There is one slightly misleading statement in the above description. If you're keen on minimizing your work, read the instructions two or three times before starting out.
Please turn in a
gzip
compressed
tarball
of your assignment (the extension should be .tar.gz).
The tarball should uncompress into a directory
cs226-assignment-5-login
with login replaced by your Unix login name
(so I would use cs226-assignment-5-phf);
uncompressing should not create any other files
in the current directory.
The tarball should contain no derived files whatsoever
(i.e. no .class files, no .html files, etc.),
but allow building all derived files.
Include a README file that briefly explains what your
programs do and contains any other notes you want us to check out
before grading (and of course your answers to "written" problems).
For reference, here is a short explanation of the grading criteria.
Packaging refers to the proper organization of the
stuff you hand in, following the guidelines for Deliverables above.
Style refers to Java programming style, including
things like consistent indentation, appropriate identifiers,
useful comments, suitable javadoc documentation, etc.
Simple, clean, readable code is what you should be aiming for.
Performance refers to how fast your program can
produce the required results compared to other submissions.
Design refers to proper modularization and the
proper choice of algorithms and data structures.
Functionality refers to your programs being
able to do what they should according to the specification
given above; if the specification is ambiguous and you had
to make a certain choice, defend that choice in your
README file.
If your programs cannot be built you will get no points whatsoever.
If your programs cannot be built without warnings using
javac -Xlint
we will take off 10% (except if you document a very good reason).

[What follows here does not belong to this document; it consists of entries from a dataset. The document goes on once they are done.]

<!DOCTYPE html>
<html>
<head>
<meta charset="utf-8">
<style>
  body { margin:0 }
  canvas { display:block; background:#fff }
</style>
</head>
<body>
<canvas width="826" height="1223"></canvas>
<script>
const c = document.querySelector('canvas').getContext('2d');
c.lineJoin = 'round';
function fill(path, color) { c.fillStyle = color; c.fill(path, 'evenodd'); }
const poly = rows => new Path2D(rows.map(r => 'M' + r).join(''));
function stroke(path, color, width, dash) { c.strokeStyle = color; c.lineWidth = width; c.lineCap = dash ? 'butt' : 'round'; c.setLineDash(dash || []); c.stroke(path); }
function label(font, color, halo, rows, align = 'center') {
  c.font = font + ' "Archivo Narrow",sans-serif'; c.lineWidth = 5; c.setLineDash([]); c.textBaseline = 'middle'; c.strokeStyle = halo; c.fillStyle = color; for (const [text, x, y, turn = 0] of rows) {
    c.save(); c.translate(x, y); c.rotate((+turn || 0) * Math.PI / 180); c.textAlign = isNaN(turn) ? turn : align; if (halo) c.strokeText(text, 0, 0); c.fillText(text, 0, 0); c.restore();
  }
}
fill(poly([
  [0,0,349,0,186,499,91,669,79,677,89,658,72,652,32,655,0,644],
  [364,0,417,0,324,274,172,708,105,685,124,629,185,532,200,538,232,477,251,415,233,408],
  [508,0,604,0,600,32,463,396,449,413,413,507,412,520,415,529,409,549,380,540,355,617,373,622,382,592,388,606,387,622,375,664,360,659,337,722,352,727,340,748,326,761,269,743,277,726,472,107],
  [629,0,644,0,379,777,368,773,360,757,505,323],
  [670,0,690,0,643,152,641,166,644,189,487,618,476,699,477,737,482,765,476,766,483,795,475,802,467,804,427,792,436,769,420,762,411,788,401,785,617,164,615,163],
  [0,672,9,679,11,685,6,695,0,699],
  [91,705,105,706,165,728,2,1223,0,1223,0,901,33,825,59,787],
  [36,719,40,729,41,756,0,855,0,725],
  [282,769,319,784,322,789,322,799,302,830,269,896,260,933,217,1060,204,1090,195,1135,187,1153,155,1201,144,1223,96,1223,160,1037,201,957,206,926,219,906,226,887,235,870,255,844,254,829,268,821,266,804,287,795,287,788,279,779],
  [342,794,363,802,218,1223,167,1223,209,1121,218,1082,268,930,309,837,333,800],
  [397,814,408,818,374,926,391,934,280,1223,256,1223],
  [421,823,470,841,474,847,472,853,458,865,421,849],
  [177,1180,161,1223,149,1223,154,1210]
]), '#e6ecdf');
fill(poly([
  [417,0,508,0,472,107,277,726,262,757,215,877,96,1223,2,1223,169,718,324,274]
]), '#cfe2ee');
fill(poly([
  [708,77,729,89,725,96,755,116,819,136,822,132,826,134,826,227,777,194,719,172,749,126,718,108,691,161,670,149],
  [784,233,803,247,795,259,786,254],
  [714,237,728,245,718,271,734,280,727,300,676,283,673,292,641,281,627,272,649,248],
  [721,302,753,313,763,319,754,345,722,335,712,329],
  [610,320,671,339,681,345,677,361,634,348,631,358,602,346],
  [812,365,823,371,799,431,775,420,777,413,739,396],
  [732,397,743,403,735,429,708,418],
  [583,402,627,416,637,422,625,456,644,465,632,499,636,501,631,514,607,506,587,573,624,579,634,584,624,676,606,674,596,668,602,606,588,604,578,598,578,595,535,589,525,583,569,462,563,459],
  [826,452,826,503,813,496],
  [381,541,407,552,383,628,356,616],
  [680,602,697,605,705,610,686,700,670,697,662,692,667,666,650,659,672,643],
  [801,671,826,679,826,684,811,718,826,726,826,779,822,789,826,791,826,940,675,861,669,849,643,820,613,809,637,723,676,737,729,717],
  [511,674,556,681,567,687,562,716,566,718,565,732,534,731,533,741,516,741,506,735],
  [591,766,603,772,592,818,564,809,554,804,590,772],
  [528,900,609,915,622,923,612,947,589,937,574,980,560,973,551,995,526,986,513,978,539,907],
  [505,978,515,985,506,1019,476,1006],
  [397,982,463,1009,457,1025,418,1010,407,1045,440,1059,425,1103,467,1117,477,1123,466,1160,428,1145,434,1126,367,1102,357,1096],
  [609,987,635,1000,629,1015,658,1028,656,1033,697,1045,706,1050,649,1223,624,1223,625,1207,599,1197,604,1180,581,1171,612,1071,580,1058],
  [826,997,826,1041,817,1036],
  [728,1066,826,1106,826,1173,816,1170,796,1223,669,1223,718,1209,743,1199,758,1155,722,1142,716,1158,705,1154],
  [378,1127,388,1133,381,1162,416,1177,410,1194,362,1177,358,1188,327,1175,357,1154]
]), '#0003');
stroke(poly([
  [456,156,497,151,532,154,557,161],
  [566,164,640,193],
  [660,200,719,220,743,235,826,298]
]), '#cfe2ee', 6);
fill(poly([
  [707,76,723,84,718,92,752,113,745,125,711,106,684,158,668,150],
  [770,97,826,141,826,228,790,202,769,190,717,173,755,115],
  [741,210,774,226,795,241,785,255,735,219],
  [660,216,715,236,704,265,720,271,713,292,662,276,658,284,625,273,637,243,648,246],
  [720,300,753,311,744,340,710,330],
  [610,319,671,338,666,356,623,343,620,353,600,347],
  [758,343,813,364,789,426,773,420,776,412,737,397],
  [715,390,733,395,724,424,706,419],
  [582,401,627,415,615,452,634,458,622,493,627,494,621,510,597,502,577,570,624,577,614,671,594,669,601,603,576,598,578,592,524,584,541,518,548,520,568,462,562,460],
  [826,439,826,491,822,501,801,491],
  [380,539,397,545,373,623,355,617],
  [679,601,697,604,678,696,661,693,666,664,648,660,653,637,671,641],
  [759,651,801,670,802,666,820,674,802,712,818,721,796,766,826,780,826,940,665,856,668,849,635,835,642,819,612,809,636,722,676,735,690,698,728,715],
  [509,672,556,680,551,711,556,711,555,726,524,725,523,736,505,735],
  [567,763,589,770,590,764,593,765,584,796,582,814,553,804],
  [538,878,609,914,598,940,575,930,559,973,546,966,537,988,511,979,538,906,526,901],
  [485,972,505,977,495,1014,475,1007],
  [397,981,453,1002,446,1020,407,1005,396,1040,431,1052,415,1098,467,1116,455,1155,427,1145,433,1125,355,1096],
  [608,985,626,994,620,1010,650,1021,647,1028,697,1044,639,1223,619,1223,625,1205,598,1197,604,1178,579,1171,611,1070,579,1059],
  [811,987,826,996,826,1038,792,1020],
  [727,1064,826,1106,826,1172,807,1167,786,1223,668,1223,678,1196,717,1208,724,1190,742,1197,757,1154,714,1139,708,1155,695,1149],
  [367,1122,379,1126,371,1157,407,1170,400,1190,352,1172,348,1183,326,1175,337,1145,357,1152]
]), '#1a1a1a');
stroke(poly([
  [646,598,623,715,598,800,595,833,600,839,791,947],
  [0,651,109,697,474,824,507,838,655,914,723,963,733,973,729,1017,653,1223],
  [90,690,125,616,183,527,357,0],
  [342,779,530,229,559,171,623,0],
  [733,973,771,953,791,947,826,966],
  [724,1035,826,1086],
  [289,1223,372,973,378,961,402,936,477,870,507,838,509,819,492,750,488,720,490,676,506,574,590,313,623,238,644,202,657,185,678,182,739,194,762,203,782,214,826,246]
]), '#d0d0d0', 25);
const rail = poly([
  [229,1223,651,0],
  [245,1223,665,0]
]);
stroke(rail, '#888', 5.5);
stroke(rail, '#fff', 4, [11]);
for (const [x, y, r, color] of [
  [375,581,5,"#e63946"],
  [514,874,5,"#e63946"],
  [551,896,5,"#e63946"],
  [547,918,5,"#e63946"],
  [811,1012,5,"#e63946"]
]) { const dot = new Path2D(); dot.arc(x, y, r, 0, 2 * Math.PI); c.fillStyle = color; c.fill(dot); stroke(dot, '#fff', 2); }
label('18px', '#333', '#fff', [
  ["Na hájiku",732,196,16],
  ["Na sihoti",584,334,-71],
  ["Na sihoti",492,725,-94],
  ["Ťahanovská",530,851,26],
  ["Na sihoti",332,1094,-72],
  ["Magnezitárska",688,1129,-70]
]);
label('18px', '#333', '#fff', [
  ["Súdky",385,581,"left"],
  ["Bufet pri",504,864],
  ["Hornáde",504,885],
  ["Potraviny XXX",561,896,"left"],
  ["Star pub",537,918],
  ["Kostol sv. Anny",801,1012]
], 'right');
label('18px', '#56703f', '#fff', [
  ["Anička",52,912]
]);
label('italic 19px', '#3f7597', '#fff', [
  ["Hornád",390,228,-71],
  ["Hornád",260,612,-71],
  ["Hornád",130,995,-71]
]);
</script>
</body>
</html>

If your programs fail miserably even once,
i.e. terminate with an exception of any kind,
we will take off 10%.
The bonus problem asks you to replace the simple, textual
output above with graphical output of the
directory structure.
Actually, you still output text, but in a format that can be used
by another program called dot to draw a nice
tree for the directories.
You can find plenty of information on dot by
doing man dot on one of the undergraduate Linux
machines, or you can read up on all the details
here.
Here is an example output in dot format:
strict graph Directory {
rankdir=BT;
0 [ label="./", shape=rectangle ];
1 [ label="some_file" ];
2 [ label="some_other_file" ];
3 [ label="a_first_directory/", shape=rectangle ];
4 [ label="some_other_file" ];
5 [ label="a_second_directory/", shape=rectangle ];
6 [ label="a_third_directory/", shape=rectangle ];
7 [ label="yet_another_file" ];
8 [ label="some_last_file" ];
1 -- 0;
2 -- 0;
3 -- 0;
4 -- 3;
5 -- 0;
6 -- 5;
7 -- 6;
8 -- 0;
}
There are two main sections: the first one defines the nodes
(rectangles for directories and ellipses, the default shape,
for files), the second one defines connections between nodes.
The dot language is a little bizarre, but it's
not too bad.
Here's an example image, the kind that dot will
generate for you:
[Sample Image]
As you noticed, this image does not look very
nice, but that's a limitation of the GIF backend; images in
PDF look pretty neat.
Note that you have to "make up" a node for the directory
you started from (here "./" for the current directory),
otherwise the picture wouldn't look very nice.
Your dot code should go to standard ouput,
so you can use
java Dir | dot -Tps | ps2pdf - >out.pdf
to produce a PDF file; a GIF file is even easier, you
can make it with
java Dir | dot -Tgif >out.gif instead.
Enjoy!